River Countess Cruise Photos
Day 3: Padua shore excursion
After lunch, we boarded buses for the scheduled shore excursion to Padua, which took about an hour.
The afternoon tour is mandatory on most River Countess cruises, because the ship isn't allowed to carry passengers as it crosses a short stretch of Adriatic Sea to the Po River. (While passengers are ashore in Padua, the ship goes up the river to Taglio Po. Guests rejoin the vessel later in the afternoon and cruise to the river port of Polesella, which is the base for several shore excursions.)
On our cruise, Italian authorities wouldn't let River Countess enter the Adriatic because of rough seas, so the ship stayed in Chioggia for two nights. This resulted in slightly longer bus trips to Bologna and Ravenna, but it gave us time for a walk into the historic center of Chioggia, which is often called a "little Venice" and is well worth visiting.
Our Padua tour began with a walk past the Basilica del Santo Antonio, where the remains of St. Anthony attract tens of thousands of pilgrims every year. (Later, we toured the elaborate interior and got a close-up view of St. Anthony's tongue, teeth, and other saintly tidbits.)
As we headed toward the middle of town, we passed a multilingual protest banner.
A winged lion reminded us that Padua was under Venetian rule for nearly 400 years, from 1405 until the fall of the Venetian Republic in 1797.
Padua is much older than Venice and, for that matter, most cities in Northern Italy: Legend claims that it was founded in the 12th Century B.C., and it was known to have been settled before the time of Christ.
Padua is home to one of the world's oldest universities, which was founded in 1222 and now has some 65,000 students from Italy and abroad. Galileo and Copernicus were just a few of university's famous scholars.
For more than 300 years, the Università di Padova has worn a feminist feather in its cap: In 1678, Elena Cornaro Piscopia, a theology and philosophy student from Venice, was the first woman to receive a doctoral degree from a university.
The most important secular building in Padua is the Palazzo della Ragione, or Hall of Justice, a medieval town hall that opened for business in 1219.
The town hall is located on the cty's main square, the Piazza delle Erbe. Often the square is filled with market stalls, but only a few vendors were out on the gloomy day when we visited.
Things were livelier under the city's arcades, where pedestrians and an occasional bicyclist did their shopping or visited cafés and restaurants.

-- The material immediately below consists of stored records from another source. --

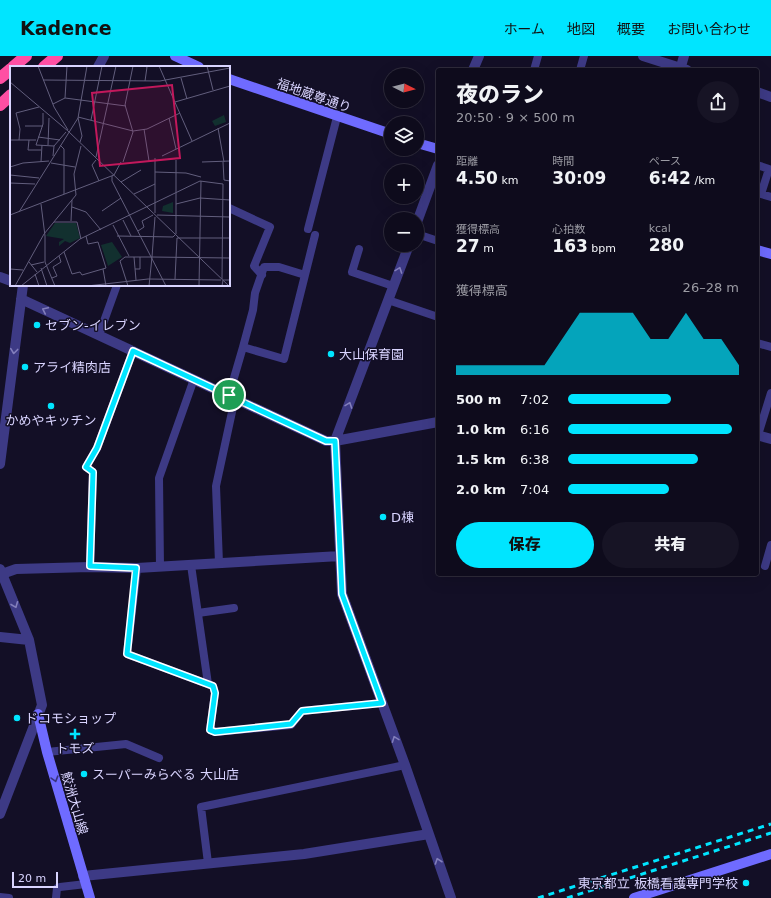 <!DOCTYPE html>
<html lang="ja">
<meta charset="utf-8">
<style>
body{margin:0;font-family:"DejaVu Sans","Noto Sans JP",sans-serif;background:#171425;color:#f1f3f6;height:100vh;display:flex;flex-direction:column;font-size:15px;white-space:nowrap}
*{box-sizing:border-box;margin:0}
p{font-size:13px;color:#9b9ba3}
.icon{flex:none;width:22px;height:22px;fill:none;stroke:currentColor;stroke-width:2;stroke-linecap:round;stroke-linejoin:round}
.map{position:relative;flex:1;overflow:hidden}
.drawer{position:absolute;left:436px;top:12px;width:323px;height:508px;display:flex;flex-direction:column;background:#0e0b1c;border-radius:4px;box-shadow:0 4px 16px #0002,0 0 0 1px #2e2b3b}
.drawer>*{flex:none}
.needle{width:26px;rotate:96deg}
.buttons{position:absolute;left:384px;top:12px;display:grid;gap:8px}
.buttons a{display:grid;place-items:center;width:40px;height:40px;border-radius:50%;background:#0e0b1c;box-shadow:0 4px 16px #0002,0 0 0 1px #2e2b3b;font-size:20px}
.scale{position:absolute;left:12px;bottom:10px;width:46px;box-sizing:border-box;padding-left:4px;border:2px solid #d9d4ff;border-top:0;font-size:11px;line-height:14px;white-space:nowrap;color:#d9d4ff;-webkit-text-stroke:3px #130f26;paint-order:stroke}
.pin{position:absolute;display:grid;place-items:center;width:34px;height:34px;color:#fff;margin:-17px;border:2px solid #fff;border-radius:50%;box-shadow:0 1px 4px #0007}
.round{display:grid;place-items:center;flex:none;width:42px;height:42px;border-radius:21px;background:#171425}
.head{display:flex;align-items:center;justify-content:space-between;height:68px;padding:0 20px}
h1{font-size:22px;font-weight:800;line-height:30px}
.stats{display:grid;grid-template-columns:repeat(3,1fr);gap:6px;height:68px;padding:4px 20px}
.stats div{display:grid;align-content:center}
.stats b{font-size:17px;font-weight:800}
.stats small{font-size:11px;font-weight:400}
.stats p{font-size:11px}
.chart{height:112px;padding:8px 20px}
.chart p{display:flex;justify-content:space-between}
.chart svg{width:100%;height:72px;margin-top:4px;fill:#00e5ff;opacity:.7}
.button{display:flex;gap:8px;margin-top:auto;padding:8px 20px}
.button a{flex:1;height:46px;border-radius:24px;background:#00e5ff;color:#111;font-size:16px;font-weight:800;line-height:46px;text-align:center}
.button a+a{background:#171425;color:#f1f3f6}
ul{padding:0 20px;list-style:none;font-size:13px}
li{display:grid;grid-template-columns:64px 48px 1fr;align-items:center;height:30px}
li i{height:10px;border-radius:5px;background:#00e5ff}
header{display:flex;align-items:center;gap:24px;box-sizing:border-box;height:56px;padding:0 20px;background:#00e5ff;color:#111}
header strong{font-size:19px}
nav{display:flex;gap:22px;margin-inline-start:auto;font-size:14px}
.map>svg:first-child{display:block}
.lines{fill:none;stroke-linecap:round;stroke-linejoin:round}
.lane{stroke:#3d3a85;stroke-width:8}
.street{stroke:#3d3a85;stroke-width:10}
.secondary{stroke:#6f6bff;stroke-width:10}
.highway{stroke:#ff4fa3;stroke-width:12}
.rail{stroke:#00e5ff;stroke-width:3;stroke-dasharray:6 5;stroke-linecap:butt}
.oneway{stroke:#837fbc}
.oneway2{stroke:#38347d}
.route-casing{stroke:#fff;stroke-width:8}
.route{stroke:#00e5ff;stroke-width:5}
.poi-dot{fill:#00e5ff;stroke:#130f26;stroke-width:1.5}
.labels{text-anchor:middle;stroke-width:3;stroke-linejoin:round;paint-order:stroke}
.street-label{font-size:13px;fill:#d9d4ff;stroke:#130f26}
.poi-label{font-size:13px;fill:#d9d4ff;stroke:#130f26;text-anchor:start}
.inset-road{fill:none;stroke:#625e7d;stroke-width:1}
.view{fill:#c2185b;fill-opacity:0.15;stroke:#c2185b;stroke-width:2}
.inset-edge{fill:none;stroke:#d9d4ff;stroke-width:2}
</style>
<header>
<strong>Kadence</strong>
<nav><a>ホーム</a><a>地図</a><a>概要</a><a>お問い合わせ</a></nav>
</header>
<div class="map">
<svg width="771" height="842" viewBox="0 0 771 842">
<rect width="100%" height="100%" fill="#130f26"/>
<g class="lines">
<path class="lane" d="M534 14 538 0
M580 14 584 0
M757 109 769 113 761 138 771 141
M229 152 270 171 254 210 262 219
M308 173 337 61
M417 178 438 185
M359 193 352 216 393 230
M388 244 438 261
M99 279 117 229
M757 287 771 291
M243 291 253 254 255 237 264 211H279L305 219
M229 339 243 291 284 303 315 179
M758 379 771 337
M219 507 216 430 235 342
M191 509 208 628
M765 510 771 489
M90 511 93 416 86 411 97 392 133 295
M160 511 159 422 194 323
M137 512 127 598 213 630 215 637 210 674 215 676 291 669 302 655 382 647
M198 557 234 552
M47 696 126 688 159 702
M208 807 201 751 405 709
M0 841 9 842
M56 842 57 832 60 831 86 828"/>
<path class="street" d="M643 0 687 14
M98 11 104 0
M473 14 479 0
M680 14 684 0
M757 36 771 41
M417 166 438 109
M409 189 335 385 342 538 405 709 451 842
M0 221 11 225
M21 243 326 385H335L438 366
M757 379 771 383
M0 408 23 229
M0 513 29 584 42 649 0 758
M2 518 16 513 90 511 137 512 340 500
M0 581 29 584
M83 820 304 798 429 778"/>
<path class="secondary" d="M175 0 199 11
M229 23 391 78
M417 87 438 93
M757 194 771 198
M38 658 47 696 90 842
M634 842 771 798"/>
<path class="highway" d="M13 11 26 0
M44 11 57 0
M0 22 11 13
M0 49 11 39"/>
<path class="rail" d="M538 842 771 768
M567 842 771 777"/>
</g>
<defs><path id="oneway-chevron" d="M-2-3.5L2.5 0L-2 3.5" fill="none" stroke-width="1.6" stroke-linecap="round" stroke-linejoin="round"/></defs>
<g class="oneway">
<use href="#oneway-chevron" transform="translate(399 214) rotate(-70)"/>
<use href="#oneway-chevron" transform="translate(45 254) rotate(-155)"/>
<use href="#oneway-chevron" transform="translate(14 295) rotate(97)"/>
<use href="#oneway-chevron" transform="translate(349 349) rotate(-70)"/>
<use href="#oneway-chevron" transform="translate(15 549) rotate(68)"/>
<use href="#oneway-chevron" transform="translate(395 683) rotate(-111)"/>
<use href="#oneway-chevron" transform="translate(438 805) rotate(-109)"/>
</g>
<use class="oneway2" href="#oneway-chevron" transform="translate(55 723) rotate(74)"/>
<g class="lines">
<g class="route-casing">
<path id="route" d="M133 295 326 385H335L342 538 382 647 302 655 291 668 215 676 210 674 215 637 213 630 127 598 136 512 90 510 93 416 86 411 97 392Z"/>
</g>
<use href="#route" class="route"/>
</g>
<g class="poi-dot">
<circle cx="37" cy="269" r="4"/>
<circle cx="331" cy="298" r="4"/>
<circle cx="25" cy="311" r="4"/>
<circle cx="51" cy="350" r="4"/>
<circle cx="383" cy="461" r="4"/>
<circle cx="17" cy="662" r="4"/>
<path d="M73 672h4v4h4v4h-4v4h-4v-4h-4v-4h4z"/>
<circle cx="84" cy="718" r="4"/>
<circle cx="746" cy="827" r="4"/>
</g>
<g class="labels">
<g class="street-label">
<text transform="translate(314 39) rotate(19)" y="5">福地蔵尊通り</text>
<text transform="translate(75 747) rotate(74)" y="5">鮫洲大山線</text>
</g>
<g class="poi-label">
<text x="45" y="274">セブン-イレブン</text>
<text x="339" y="303">大山保育園</text>
<text x="33" y="316">アライ精肉店</text>
<text x="51" y="369" text-anchor="middle">かめやキッチン</text>
<text x="391" y="466">D棟</text>
<text x="25" y="667">ドコモショップ</text>
<text x="75" y="697" text-anchor="middle">トモズ</text>
<text x="92" y="723">スーパーみらべる 大山店</text>
<text x="738" y="832" text-anchor="end">東京都立 板橋看護専門学校</text>
</g>
</g>
<g transform="translate(10 10)">
<rect width="220" height="220" fill="#130f26"/>
<path d="M214 49 216 56 205 60 202 55ZM45 157H66L70 172 60 177 55 175 49 180V176L54 173 36 170Z" fill="#12302f"/>
<path d="M163 136V147L152 145 153 140ZM102 176 112 191 98 200 91 179Z" fill="#12302f"/>
<path class="inset-road" d="M28 0 44 41 58 64M57 0 55 32 116 40M134 0 137 1 135 15M149 0 182 75M197 0 203 24M171 12 177 33M33 14 150 15 220 2M0 16 58 65 219 220M165 36 220 20M43 38 55 32M33 47V58L26 79 44 80M68 51 123 65 137 63 170 47M68 52 72 70 70 76M159 52 166 83M81 54 92 0M15 60H33M208 62 214 96M134 63 139 95M28 71 50 74M0 74H26M9 74 10 63 6 47 29 41M19 74 18 84H31M38 79 39 52M50 79 54 83V128M43 90 44 80 56 66M152 90 220 57M86 91 106 0M86 94 82 99 89 115M31 96 32 79M113 96 123 66 115 39 123 0M192 96 220 95M213 96 214 114 220 115M41 97 65 101M0 101 13 97 39 95M145 106 176 107 191 111M0 109 29 112M104 109 111 96M102 110V115L156 220M111 116 131 104M0 117 25 118M124 128 145 118M31 138 35 170V196L45 220M166 138 190 132 220 134M62 141 76 146 91 164M92 145 111 132M9 146 68 52 77 0M145 147V92M0 149 104 109M147 149 220 151M113 154 121 170M61 155 62 134M44 156H67L71 173M103 159 119 190M128 165 134 161 132 155 143 149M107 170 163 171 166 168V94M54 186 62 208 70 206 72 209 96 202 88 176 78 178 76 170M124 191 126 214M19 196 27 206M21 199 34 196M31 202 37 220M0 203 13 204M93 203 96 220M125 203H130V191M25 208 29 220M42 212 47 210 43 201 51 196 49 190M165 213 167 172H220M5 220 34 168 66 129 64 108 71 80M11 220 70 173 190 115 213 118 212 213M77 220 138 213 211 214M118 220 110 195 115 191H142L145 151M139 220 142 191 220 192M189 220 191 115M212 220 213 214H220"/>
<path class="view" d="M162 19 170 92 90 100 82 27Z"/>
<rect width="220" height="220" class="inset-edge"/>
</g>
</svg>
<div class="buttons">
<a><svg class="needle" viewBox="-14 -14 28 28"><path d="M0-13l5 13h-10z" fill="#e53935"/><path d="M0 13l5-13h-10z" fill="#9b9ba3"/></svg></a>
<a><svg class="icon" aria-label="layers" viewBox="0 0 24 24"><path d="M12 4l9 5-9 5-9-5zM3 14l9 5 9-5"/></svg></a>
<a>+</a>
<a>−</a>
</div>
<div class="scale">20 m</div>
<div class="pin" style="left:229px;top:339px;background:#1e9e55"><svg class="icon" aria-label="arrive" viewBox="0 0 24 24"><path d="M6 21V4h12l-3 4 3 4H6"/></svg></div>
<section class="drawer">
<div class="head"><div><h1>夜のラン</h1><p>20:50 · 9 × 500 m</p></div><a class="round"><svg class="icon" aria-label="share" viewBox="0 0 24 24"><path d="M12 15V3M7 8l5-5 5 5M5 13v7h14v-7"/></svg></a></div>
<div class="stats">
<div><p>距離</p><b>4.50<small> km</small></b></div>
<div><p>時間</p><b>30:09</b></div>
<div><p>ペース</p><b>6:42<small> /km</small></b></div>
</div>
<div class="stats">
<div><p>獲得標高</p><b>27<small> m</small></b></div>
<div><p>心拍数</p><b>163<small> bpm</small></b></div>
<div><p>kcal</p><b>280</b></div>
</div>
<div class="chart"><p><span>獲得標高</span>26–28 m</p>
<svg viewBox="0 0 160 44" preserveAspectRatio="none"><path d="M0 44V38L10 38L20 38L30 38L40 38L50 38L60 22L70 6L80 6L90 6L100 6L110 22L120 22L130 6L140 22L150 22L160 38V44z"/></svg>
</div>
<ul>
<li><b>500 m</b>7:02<i style="width:60%"></i></li>
<li><b>1.0 km</b>6:16<i style="width:96%"></i></li>
<li><b>1.5 km</b>6:38<i style="width:76%"></i></li>
<li><b>2.0 km</b>7:04<i style="width:59%"></i></li>
</ul>
<div class="button"><a>保存</a><a>共有</a></div>
</section>
</div>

Outside the arcades, a chestnut vendor tended his fire and roasting pan.
After our walking tour, our guide suggested trying the signature mint-flavored coffee or the free toilets at Caffè Pedrocchi, which as founded in 1772 and bequeathed to the city of Padua in 1891. (The café is on via VIII Febbraio, not far from the Piazza delle Erbe and the Palazzo della Ragione.)
Later, we met up near the clock tower by Piazza Garibaldi, where Uniworld's buses collected us for the drive back to River Countess.
At dinner, Cheryl decided to try a sirloin steak, which was served with vegetables and a metal basket of French fries.
We finished our evening with a walk into Chioggia's city center, which was only a few minutes from the port.
When we set out on our walk, the receptionist warned us to be back by midnight, since the security guard at the port gate went home at 12.
Downtown Chioggia was quiet (most of the action was in a couple of bars where locals were watching a soccer game), so we made it back to River Countess long before the security guard's car turned into a pumpkin.